Référence : MEL_0221
Date : 27/09/1939

Éditeur : Le Figaro
Source : 114e année, n°270, p.1
Relation : Notice bibliographique BnF

Type : Chronique
Version texte Version texte/pdf Version pdf

Toucher la terre

Ce soir, la fumée des feux d’herbes est lente à s’épandre sur la campagne. Cette brume immobile nous donne la mesure de la paix que les champs n’ont pas perdue. Là où leurs troncs échappent à la brûlure de l’ouest, les arbres sont noirs. Mais les prairies avivées absorbent la lumière. Les labours finis, il ne reste que d’effeuiller la vigne pour que rien ne sépare plus le soleil de la grappe. Les mêmes voix montent des “règes”, que j’écoute depuis l’enfance au déclin d’un jour de septembre. Hors les vols de passereaux pillards qui s’abattent sur la vendange, les oiseaux préméditent leur voyage et se taisent.
Pourquoi parler aujourd’hui de ces choses qui ne confondent avec le bonheur d’être vivant? Parce qu’elles sont, parce qu’elles existent et que je les voix, que je les entends, que je les touche. Ainsi je m’exerce à ne rien dire, durant cette guerre, à ne rien écrire qui ne soit vrai, d’une vérité évidente pour chacun, à n’exprimer aucune émotion que je ne sois sûr de ressentir. Je touche la terre pour retrouver la force de croire à un monde bon et béni.
De même Emily Brontë, dans ce presbytère battu des vents où elle souffrait, inscrivait parfois sur un papier l’heure exacte de l’horloge, désignait la pièce où elle se trouvait, la besogne qu’elle venait d’interrompre, ce que faisaient au même moment son père, sa sœur Charlotte, son frère Branwell, la servante Tabitha dans la cuisine et jusqu’eau chien endormi, le museau sur les pattes.
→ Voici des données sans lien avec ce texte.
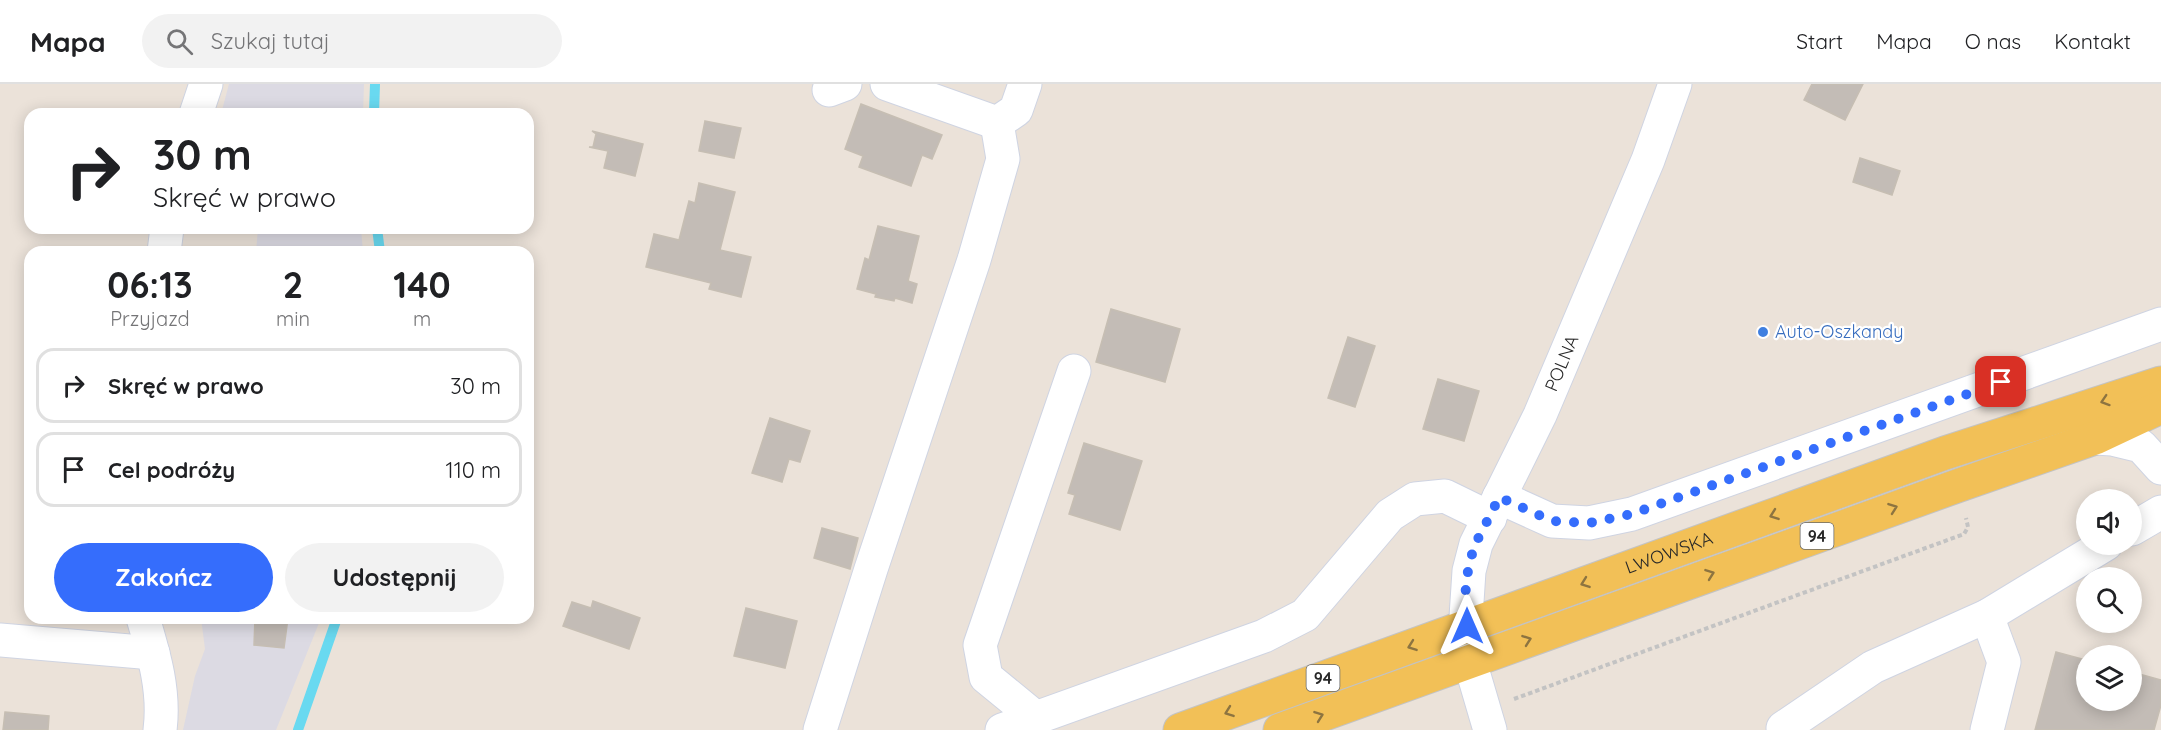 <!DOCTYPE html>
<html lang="pl">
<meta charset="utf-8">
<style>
:root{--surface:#fff;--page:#f2f2f2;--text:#202124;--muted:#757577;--line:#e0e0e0;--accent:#356dfc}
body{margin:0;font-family:Quicksand,sans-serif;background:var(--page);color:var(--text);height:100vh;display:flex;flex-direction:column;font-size:22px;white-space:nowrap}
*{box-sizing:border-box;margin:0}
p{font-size:20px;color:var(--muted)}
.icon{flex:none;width:33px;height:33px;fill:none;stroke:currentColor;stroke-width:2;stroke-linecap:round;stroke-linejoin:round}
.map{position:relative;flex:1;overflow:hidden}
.sheet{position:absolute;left:24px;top:162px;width:510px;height:378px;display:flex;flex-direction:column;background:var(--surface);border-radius:18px;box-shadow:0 3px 15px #0003}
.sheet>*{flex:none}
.top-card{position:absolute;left:24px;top:24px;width:510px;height:126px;border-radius:18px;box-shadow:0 3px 15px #0003;background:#fff;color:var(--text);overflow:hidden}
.controls{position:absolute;left:2076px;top:405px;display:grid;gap:12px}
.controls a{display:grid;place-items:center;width:66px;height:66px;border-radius:50%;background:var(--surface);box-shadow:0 3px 15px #0003;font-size:30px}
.pin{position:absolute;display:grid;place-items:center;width:51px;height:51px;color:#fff;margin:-26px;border-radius:12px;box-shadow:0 3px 9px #0006}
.me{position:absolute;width:66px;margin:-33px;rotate:0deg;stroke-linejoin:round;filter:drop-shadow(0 0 4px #0008)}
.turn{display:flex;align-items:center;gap:21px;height:126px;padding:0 30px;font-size:27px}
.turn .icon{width:78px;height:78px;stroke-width:2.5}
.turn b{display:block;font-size:42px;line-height:51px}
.eta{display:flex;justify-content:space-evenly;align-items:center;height:102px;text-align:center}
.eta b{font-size:36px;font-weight:700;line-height:42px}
.action{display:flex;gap:12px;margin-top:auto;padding:12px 30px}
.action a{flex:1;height:69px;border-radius:36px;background:var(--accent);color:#fff;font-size:24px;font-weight:700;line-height:69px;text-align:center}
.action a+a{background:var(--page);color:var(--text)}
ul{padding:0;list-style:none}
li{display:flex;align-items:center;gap:18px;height:75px;margin:0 12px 9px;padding:0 18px;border:3px solid var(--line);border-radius:18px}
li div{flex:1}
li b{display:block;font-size:22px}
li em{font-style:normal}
header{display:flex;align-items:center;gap:36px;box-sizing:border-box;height:84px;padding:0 30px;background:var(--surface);border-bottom:2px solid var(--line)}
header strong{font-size:28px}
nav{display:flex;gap:33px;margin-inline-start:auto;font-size:21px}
.search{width:420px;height:54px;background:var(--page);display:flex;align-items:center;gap:15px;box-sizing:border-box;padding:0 21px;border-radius:33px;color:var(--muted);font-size:22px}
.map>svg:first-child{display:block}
</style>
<header>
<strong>Mapa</strong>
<div class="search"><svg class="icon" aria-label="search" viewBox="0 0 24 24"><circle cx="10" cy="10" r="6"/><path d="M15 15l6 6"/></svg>Szukaj tutaj</div>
<nav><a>Start</a><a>Mapa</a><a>O nas</a><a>Kontakt</a></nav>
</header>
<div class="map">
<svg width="2161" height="646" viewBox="0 0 2161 646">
<rect width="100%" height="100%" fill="#ebe2d9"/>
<path fill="#dcdae3" d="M229,0H364L363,30H221Z
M258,144H361L363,168H256Z
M201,534H321L276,646H183L195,592L205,565Z"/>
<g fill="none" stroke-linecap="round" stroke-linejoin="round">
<path stroke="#69d9f0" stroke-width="10" d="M374,30L375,0
M377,144L380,168
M298,646L337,534"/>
</g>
<path fill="#c3bcb6" stroke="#c6beb3" stroke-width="1.5" d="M1812,0H1863L1845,36L1804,16Z
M861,20L942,51L932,75L922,71L911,102L859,83L863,72L845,65Z
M705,37L741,44L734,74L699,67Z
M592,47L643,60L635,92L604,84L608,67L589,63H593L596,50Z
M1860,74L1900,87L1892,111L1853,98Z
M699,99L735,108L720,166L751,173L741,213L709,205L711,199L646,183L654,150L679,156L689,117L695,119Z
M878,142L919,152L908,197L917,200L912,219L895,214L894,217L875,213L876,210L857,205L865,174L869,176Z
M1111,225L1180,245L1165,298L1096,278Z
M1348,253L1375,262L1355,323L1328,314Z
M1438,295L1479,307L1464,357L1423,345Z
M770,334L810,347L800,378L789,375L782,398L752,389Z
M1084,359L1142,377L1120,446L1069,430L1075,411L1068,409Z
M822,444L858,454L850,485L814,474Z
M593,517L640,534L629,565L563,542L572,518L591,524Z
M746,524L797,537L785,584L734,572Z
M255,534H288L284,564L254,561Z
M2056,568L2086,576V616H2132V588L2161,596V621L2154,646H2035Z
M5,628L49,632L48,646H3Z"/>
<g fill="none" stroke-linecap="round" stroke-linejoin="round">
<defs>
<g id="minor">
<path d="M887,0L997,39L1016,26L1025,0"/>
<path d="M829,6L845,0"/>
<path d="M196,30L206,0"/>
<path d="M164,168L167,144"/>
<path d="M2095,354L2112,355L2141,362L2161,384"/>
<path d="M1499,413L1552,437L1589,439L1632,430L2161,240"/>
<path d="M2132,445L2161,428"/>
<path d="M1987,532L2004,578L1987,646"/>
<path d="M143,534C154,571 165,607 160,646"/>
<path d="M0,556L153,569"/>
<path d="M1036,634L986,593L980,561L1074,287"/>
<path d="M1783,644L1873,583L1987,532L2106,460"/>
<path d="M820,646L871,485L974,176L1003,75L997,39"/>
<path d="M1002,646L1264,552L1305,531L1390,431L1415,415L1445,412L1490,434"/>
<path id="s1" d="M1490,646L1473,588L1466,533L1469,487L1476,460L1540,331L1648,76L1675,0"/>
</g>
<g id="major">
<path id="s2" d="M1180,646L1945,369L2161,299"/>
<path d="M1280,646L1957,402L2095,354L2161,323"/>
</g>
</defs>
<use href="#minor" stroke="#cfd4e2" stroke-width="35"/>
<use href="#major" stroke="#c3c3c3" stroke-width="35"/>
<path stroke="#c3c3c3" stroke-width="4" stroke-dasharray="4.5 3" stroke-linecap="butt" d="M1514,615L1964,450L1968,443L1966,434"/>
<use href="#minor" stroke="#fff" stroke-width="33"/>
<use href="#major" stroke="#f2c057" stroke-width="33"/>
</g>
<defs><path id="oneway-chevron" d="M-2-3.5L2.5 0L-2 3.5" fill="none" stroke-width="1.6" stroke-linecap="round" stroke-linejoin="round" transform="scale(1.5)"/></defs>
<g stroke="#8d7440">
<use href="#oneway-chevron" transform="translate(2105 317) rotate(162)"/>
<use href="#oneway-chevron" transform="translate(1893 424) rotate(-20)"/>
<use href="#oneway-chevron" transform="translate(1774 431) rotate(160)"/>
<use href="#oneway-chevron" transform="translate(1710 490) rotate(-20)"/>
<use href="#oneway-chevron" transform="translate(1585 499) rotate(160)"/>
<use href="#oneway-chevron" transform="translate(1527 556) rotate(-20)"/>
<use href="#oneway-chevron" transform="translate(1412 562) rotate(160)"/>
<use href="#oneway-chevron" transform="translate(1229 628) rotate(160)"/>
<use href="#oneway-chevron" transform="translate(1319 632) rotate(-20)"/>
</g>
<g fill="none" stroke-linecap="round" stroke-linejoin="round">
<path stroke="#356dfc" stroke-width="10" stroke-dasharray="0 18" d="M1467,542C1463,516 1466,483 1476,459C1483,444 1492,429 1499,413L1552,437L1589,439L1632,430L2001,298"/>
</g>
<circle fill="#3f7fe0" stroke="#fff" stroke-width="2" cx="1763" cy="248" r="6"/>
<g text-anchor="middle" stroke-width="4.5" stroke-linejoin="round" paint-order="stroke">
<g fill="#fff" stroke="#686868" stroke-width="1.5">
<rect x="1800.5" y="439" width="33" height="26" rx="4.5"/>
<rect x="1306.5" y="581" width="33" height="26" rx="4.5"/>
</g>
<g font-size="16" font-weight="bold" fill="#282828">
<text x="1817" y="458">94</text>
<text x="1323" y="600">94</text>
</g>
<g font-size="18" fill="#366cbe" stroke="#fff" text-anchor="start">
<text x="1775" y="254">Auto-Oszkandy</text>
</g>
<g font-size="18" fill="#282828" stroke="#fff">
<text dy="6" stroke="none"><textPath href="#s1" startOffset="390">POLNA</textPath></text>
<text dy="6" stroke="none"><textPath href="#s2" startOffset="520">LWOWSKA</textPath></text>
</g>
</g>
</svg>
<div class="controls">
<a><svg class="icon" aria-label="sound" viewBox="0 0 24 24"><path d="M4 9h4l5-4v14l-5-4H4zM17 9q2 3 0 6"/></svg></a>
<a><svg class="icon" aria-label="search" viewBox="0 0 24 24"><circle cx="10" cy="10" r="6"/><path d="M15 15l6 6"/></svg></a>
<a><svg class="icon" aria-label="layers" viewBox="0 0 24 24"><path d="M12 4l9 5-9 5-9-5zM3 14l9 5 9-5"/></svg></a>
</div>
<div class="pin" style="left:2001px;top:298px;background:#d93025"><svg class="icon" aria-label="arrive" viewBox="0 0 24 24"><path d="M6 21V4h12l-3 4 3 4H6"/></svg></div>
<svg class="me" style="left:1467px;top:542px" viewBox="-20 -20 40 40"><path d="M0-17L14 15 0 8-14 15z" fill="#356dfc" stroke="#fff" stroke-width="4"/></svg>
<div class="top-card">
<div class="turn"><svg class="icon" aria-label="right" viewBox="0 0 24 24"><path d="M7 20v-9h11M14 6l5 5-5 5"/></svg><div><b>30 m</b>Skręć w prawo</div></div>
</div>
<section class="sheet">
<div class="eta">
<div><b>06:13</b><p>Przyjazd</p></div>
<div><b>2</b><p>min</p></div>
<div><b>140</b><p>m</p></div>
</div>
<ul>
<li><svg class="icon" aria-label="right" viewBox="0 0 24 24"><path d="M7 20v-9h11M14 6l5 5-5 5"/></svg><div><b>Skręć w prawo</b></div><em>30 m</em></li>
<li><svg class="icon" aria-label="arrive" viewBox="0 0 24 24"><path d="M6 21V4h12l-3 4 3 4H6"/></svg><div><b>Cel podróży</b></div><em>110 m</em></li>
</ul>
<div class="action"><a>Zakończ</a><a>Udostępnij</a></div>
</section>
</div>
Elle ne livrait rien de son tourment secret, mais caressait pieusement l’humble visage que lui tendait la vie, à cette minute de la journée.
Puisque le devoir présent, m’assure-t-on, est de continuer de jouer à la balle, et que la balle dont je joue, c’est la parole écrite, du moins me garderai-je d’enfler la voix: incapable d’exprimer tout ce que j’éprouve, je n’inventerai rien de ce que j’exprimerai. A certaines heures, les faibles ont besoin des faibles. Peut-être en puis-je aider quelques-uns dans la mesure où je m’efforce de rester moi-même et où je n’essaie pas d’ajouter à ma taille une coudée.
Dans le drame inhumain où nous engage l’Allemagne, nous, Français, restons humains le plus possible. Dès le premier jour, le président Daladier a dit aux milliers de combattants à l’écoute qu’il pensait à eux avec tendresse. Parole, à une pareille heure, qui dépassait toute éloquence? Hier soir encore, il répétait ce mot de tendresse.
La dernière guerre nous a dépouillés de l’emphase et des attitudes trop dures. Ce n’est pas offenser les grandes ombres de Poincaré, de Clemenceau, du juriste et du jacobin, dont la sécheresse sans doute ne fut qu’apparente, de leur préférer l’universitaire d’aujourd’hui à l’accent paysan, qui n’a pas honte de son cœur.
Nous n’avons pas honte de notre cœur. Nous ne serons durs que malgré nous. Ses ennemis ont pu condamner notre peuple à utiliser aussi bien et mieux qu’ils ne le font eux-mêmes, l’appareil sanglant de la guerre, mais il ne leur appartient pas de nous faire une âme à leur image? “Je relis le Discours de la méthode, m’écrit un soldat, et cela fait spirituellement et moralement un bien profond. Quelle joie de pouvoir se raccrocher à ces valeurs que rien, pas même la guerre, ne peut menacer! Si vous voulez entrer un peu dans la vie, relisez la page: Il n’y a rien qui soit entièrement en notre pouvoir que nos pensées…” L’étrange est que cette confidence me tient d’un jeune catholique, alors qu’un instituteur, lieutenant en première ligne, retrouve dans ses lettres, par une admirable grâce, la foi au Père, et à cet amour qui ne passera pas.
Mais déjà je manque à ma promesse: je cherche parmi les lettres reçues celles qui peuvent servir… Il faut donc que je retouche la terre. Le temps s’est couvert pendant que j’écrivais. Un chuchotement sur les feuilles annonce que la pluie va délivrer cette odeur violente que j’aime. Mon angoisse n’est donc pas telle que je ne sois capable d’attendre ce plaisir?
Vigny écrit dans son Journal qu’il refait vingt fois par jour le tour de son cœur. Et nous aussi, vingt fois le jour, en commençant par celui du fils, nous allons en nous de visage en visage, nous arrêtant sur ceux que nous croyons plus menacés. Mais la part obscure de notre être garde ses habitudes, cherche ses plaisirs, renifle avec délices une odeur de feuilles et d’argile mouillée.
Ne nous en défendons pas. Je me souviens du mot d’un combattant juif, mort à l’ennemi, qui citait Barrès durant la Grande Guerre: “Qu’elle est douce, ô mon Dieu, la venue au monde du jour bien-aimé…” Ce que ressentait, dans la tranchée, devant un paysage d’Apocalypse, ce jeune Français déjà condamné, faut-il rougir de l’éprouver nous aussi, en dépit de toute angoisse, devant ces collines de la Guyenne qui ont eu le temps d’oublier, depuis les guerres de Religion, que les hommes s’entretuent? Je crois qu’il faut l’accepter au contraire, qu’il faut demeurer attentif à une leçon que nous dégagerons un autre jour, et que nous donnent cette plainte recueillie, ces côtes endormies sous la première pluie de l’automne.